Giovanni CarmignaniPer tale ragione, il Carmignani fu considerato il Linneo del diritto penale ed il Carrara vi riconobbe un’esattezza del metodo e una conseguenzialità logica dello stesso rigore di “una matematica”, che faceva del suo autore il vero “riordinatore del giure punitivo”, il “fondatore dell’insegnamento filosofico del diritto penale”, o, come poi si disse per tutto il secolo, della scuola classica del diritto penale.
Il Carmignani fu un uomo di grande cultura e dai molteplici interessi, occupandosi di letteratura e teatro.

La sua partecipazione alla vita letteraria, non fu un fatto episodico della sua produzione scientifica, basti pensare alla “Dissertazione Critica sulle tragedie di Vittorio Alfieri”, premiata Accademia di Lucca e considerata un punto di riferimento nell’ambito della prima critica alfieriana. Il Carmignani fu, inoltre, amico dell’Alfieri e interpretò perfino David nella rappresentazione del Saul.

Sul Carmignani, tuttavia, pur nell’importanza di tale figura e del ruolo assunto nell’ambito del diritto penale, osserva il Latronico, nella premessa del suo libro, mancava una disamina completa ed unitaria della sua opera giuridica. Al riguardo afferma: “Il materiale critico che riguarda il Carmignani è esiguo e comunque del tutto insufficiente a fornire un ritratto adeguato all’importanza del suo ruolo nella storia del diritto penale. Mancano, infatti, opere volte a trattare l’autore nella sua interezza, essendo limitate a singoli aspetti della sua produzione.
Tale carenza è ulteriormente ampliata dalla presenza di giudizi critici inesatti e di notizie infondate, dovuti in parte anche alla mancanza di una visione unitaria e globale dell’opera e della figura del Carmignani. Al riguardo, basti pensare che perfino nell’opera biografica del Caruana, premessa all’edizione del 1847 degli Elementa Juris Criminalis pubblicata a Malta e inviata all’Accademia Maltese il 16 novembre del 1847, si riscontrano manchevolezze e inesattezze.

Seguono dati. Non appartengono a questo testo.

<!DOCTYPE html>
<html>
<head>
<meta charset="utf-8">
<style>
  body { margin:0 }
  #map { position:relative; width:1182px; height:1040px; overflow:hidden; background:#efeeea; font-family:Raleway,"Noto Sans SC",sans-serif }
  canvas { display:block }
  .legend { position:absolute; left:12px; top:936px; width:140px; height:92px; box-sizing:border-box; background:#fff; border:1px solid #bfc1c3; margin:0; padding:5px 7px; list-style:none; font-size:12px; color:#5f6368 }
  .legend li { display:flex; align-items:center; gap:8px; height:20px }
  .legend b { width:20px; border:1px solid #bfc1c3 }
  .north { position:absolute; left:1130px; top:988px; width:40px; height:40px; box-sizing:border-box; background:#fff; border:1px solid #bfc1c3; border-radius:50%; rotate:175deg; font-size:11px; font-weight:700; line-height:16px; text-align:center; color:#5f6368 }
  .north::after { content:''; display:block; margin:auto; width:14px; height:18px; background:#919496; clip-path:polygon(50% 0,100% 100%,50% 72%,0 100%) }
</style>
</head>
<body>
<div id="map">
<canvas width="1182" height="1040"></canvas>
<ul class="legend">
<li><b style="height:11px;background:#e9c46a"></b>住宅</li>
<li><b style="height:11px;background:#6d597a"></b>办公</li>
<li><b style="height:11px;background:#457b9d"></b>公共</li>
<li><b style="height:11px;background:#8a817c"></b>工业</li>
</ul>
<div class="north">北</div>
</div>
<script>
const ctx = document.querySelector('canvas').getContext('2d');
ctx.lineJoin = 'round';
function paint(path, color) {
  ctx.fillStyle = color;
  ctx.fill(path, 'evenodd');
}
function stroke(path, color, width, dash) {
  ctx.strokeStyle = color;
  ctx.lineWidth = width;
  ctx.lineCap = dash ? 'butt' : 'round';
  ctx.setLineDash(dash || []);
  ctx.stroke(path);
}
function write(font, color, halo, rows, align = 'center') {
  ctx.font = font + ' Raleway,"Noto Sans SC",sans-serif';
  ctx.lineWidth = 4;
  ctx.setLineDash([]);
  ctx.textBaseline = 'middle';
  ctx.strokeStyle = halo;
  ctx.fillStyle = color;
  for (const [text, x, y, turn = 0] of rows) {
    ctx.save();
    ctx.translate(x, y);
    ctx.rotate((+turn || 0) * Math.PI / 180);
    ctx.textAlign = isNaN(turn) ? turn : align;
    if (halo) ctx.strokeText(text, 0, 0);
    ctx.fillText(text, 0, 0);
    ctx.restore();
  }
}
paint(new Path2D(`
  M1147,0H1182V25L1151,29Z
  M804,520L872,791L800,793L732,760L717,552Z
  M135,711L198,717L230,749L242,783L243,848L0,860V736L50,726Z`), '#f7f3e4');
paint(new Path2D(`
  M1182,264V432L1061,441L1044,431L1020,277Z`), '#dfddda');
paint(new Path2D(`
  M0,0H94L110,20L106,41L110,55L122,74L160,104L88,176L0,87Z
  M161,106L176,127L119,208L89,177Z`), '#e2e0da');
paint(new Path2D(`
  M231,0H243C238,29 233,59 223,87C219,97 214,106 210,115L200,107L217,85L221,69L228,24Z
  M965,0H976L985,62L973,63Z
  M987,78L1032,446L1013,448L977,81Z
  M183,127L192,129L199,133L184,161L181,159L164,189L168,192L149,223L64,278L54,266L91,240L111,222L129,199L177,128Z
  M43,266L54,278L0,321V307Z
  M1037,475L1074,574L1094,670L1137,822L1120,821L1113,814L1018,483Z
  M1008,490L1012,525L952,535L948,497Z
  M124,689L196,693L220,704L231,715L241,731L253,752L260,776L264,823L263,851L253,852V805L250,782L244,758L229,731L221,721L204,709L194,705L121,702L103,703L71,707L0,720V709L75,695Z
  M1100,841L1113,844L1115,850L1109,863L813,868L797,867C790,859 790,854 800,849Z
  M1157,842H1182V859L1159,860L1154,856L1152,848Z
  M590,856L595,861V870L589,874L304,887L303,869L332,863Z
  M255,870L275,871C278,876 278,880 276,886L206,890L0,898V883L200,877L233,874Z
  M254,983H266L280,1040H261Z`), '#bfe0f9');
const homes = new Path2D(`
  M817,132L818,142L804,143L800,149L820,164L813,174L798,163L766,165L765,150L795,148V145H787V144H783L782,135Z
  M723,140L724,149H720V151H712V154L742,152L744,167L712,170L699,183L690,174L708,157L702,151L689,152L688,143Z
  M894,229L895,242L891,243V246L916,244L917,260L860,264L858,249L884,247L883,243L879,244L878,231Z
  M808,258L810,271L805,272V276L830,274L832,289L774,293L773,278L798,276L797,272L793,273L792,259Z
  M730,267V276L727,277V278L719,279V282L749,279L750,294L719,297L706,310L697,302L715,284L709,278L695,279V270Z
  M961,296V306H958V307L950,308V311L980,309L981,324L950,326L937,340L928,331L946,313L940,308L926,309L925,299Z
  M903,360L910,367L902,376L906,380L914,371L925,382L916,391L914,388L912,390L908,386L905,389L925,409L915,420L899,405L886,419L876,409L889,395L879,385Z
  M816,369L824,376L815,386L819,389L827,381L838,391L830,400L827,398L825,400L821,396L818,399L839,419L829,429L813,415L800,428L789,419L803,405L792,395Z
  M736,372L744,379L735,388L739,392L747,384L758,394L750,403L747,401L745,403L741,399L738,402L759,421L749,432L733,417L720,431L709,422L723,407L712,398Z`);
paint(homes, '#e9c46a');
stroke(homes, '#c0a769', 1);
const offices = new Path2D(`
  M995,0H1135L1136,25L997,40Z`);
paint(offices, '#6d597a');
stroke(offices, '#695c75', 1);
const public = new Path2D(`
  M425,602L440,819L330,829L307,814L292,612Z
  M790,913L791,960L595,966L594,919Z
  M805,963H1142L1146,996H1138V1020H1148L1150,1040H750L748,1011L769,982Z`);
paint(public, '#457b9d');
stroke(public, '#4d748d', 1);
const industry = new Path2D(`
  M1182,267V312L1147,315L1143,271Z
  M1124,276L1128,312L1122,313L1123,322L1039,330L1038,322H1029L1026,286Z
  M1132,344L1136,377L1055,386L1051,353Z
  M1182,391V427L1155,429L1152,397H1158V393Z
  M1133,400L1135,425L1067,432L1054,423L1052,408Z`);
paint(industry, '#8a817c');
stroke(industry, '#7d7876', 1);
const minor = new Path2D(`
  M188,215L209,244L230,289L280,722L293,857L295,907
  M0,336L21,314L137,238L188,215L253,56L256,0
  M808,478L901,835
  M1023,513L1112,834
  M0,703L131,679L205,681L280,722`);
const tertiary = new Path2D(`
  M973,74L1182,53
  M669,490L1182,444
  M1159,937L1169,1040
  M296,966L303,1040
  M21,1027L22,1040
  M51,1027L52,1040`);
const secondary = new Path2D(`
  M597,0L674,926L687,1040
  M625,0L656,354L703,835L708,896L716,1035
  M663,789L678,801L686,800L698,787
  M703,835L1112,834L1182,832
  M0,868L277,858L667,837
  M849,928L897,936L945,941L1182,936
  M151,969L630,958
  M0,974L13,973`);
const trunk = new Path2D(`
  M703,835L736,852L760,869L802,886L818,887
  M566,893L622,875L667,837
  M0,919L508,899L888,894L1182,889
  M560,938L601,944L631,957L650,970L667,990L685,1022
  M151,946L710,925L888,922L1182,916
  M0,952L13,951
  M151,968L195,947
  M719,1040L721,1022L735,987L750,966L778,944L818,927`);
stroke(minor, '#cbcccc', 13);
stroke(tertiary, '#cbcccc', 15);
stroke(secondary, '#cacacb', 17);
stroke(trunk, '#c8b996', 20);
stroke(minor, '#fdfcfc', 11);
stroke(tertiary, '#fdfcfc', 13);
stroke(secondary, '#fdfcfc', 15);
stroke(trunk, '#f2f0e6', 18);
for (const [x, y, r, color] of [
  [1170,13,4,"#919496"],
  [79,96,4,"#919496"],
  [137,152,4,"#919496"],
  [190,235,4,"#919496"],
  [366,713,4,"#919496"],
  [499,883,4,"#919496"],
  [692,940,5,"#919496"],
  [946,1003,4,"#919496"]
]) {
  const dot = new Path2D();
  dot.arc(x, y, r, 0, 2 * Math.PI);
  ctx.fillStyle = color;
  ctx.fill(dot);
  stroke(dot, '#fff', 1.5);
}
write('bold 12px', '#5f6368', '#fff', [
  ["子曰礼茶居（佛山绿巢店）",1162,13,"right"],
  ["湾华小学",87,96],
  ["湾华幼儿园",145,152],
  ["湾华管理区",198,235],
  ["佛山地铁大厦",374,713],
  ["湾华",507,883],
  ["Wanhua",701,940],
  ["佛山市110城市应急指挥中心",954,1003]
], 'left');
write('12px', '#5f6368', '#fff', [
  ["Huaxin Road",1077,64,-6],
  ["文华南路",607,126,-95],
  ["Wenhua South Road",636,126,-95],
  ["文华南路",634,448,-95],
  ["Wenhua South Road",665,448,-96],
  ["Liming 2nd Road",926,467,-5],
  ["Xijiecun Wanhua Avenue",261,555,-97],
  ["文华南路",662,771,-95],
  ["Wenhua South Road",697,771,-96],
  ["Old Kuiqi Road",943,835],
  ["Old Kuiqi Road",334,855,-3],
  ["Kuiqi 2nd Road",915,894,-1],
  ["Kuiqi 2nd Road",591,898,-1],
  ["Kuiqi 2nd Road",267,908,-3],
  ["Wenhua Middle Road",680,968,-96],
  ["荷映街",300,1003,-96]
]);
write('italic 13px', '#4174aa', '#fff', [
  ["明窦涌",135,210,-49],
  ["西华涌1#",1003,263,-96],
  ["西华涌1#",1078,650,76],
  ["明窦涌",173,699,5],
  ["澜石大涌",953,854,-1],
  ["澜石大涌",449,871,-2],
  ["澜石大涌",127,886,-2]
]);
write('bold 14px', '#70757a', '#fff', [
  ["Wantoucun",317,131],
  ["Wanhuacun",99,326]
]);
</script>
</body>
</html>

La critica ha quindi senz’altro trascurato il Carmignani e ciò appare inspiegabile se si tiene conto che l’autore con la sua produzione scientifica ha provveduto alla sistemazione dell’intera dottrina del diritto penale e della dogmatica degli elementi del reato e per tali ragioni, a buon diritto, è da considerarsi il fondatore della Scuola Classica”.
Con l’opera “GIOVANNI CARMIGNANI NELLA SCIENZA PENALISTICA: LA VITA E LE OPERE”, Giuseppe Latronico fornisce un’analisi critica non solo su tutte le opere giuridiche del Carmignani, ma su tutta la sua produzione, in quanto “viene effettuato uno studio completo sul Carmignani, che ha per oggetto non solo la sua produzione giuridica, dottrinaria e forense, edita e inedita, ma anche i suoi interessi letterari e culturali, oltre alla sua formazione e vicende politiche. Si delinea, in altre parole, un quadro completo dell’autore, da cui emergono anche le qualità umane e a la personalità”.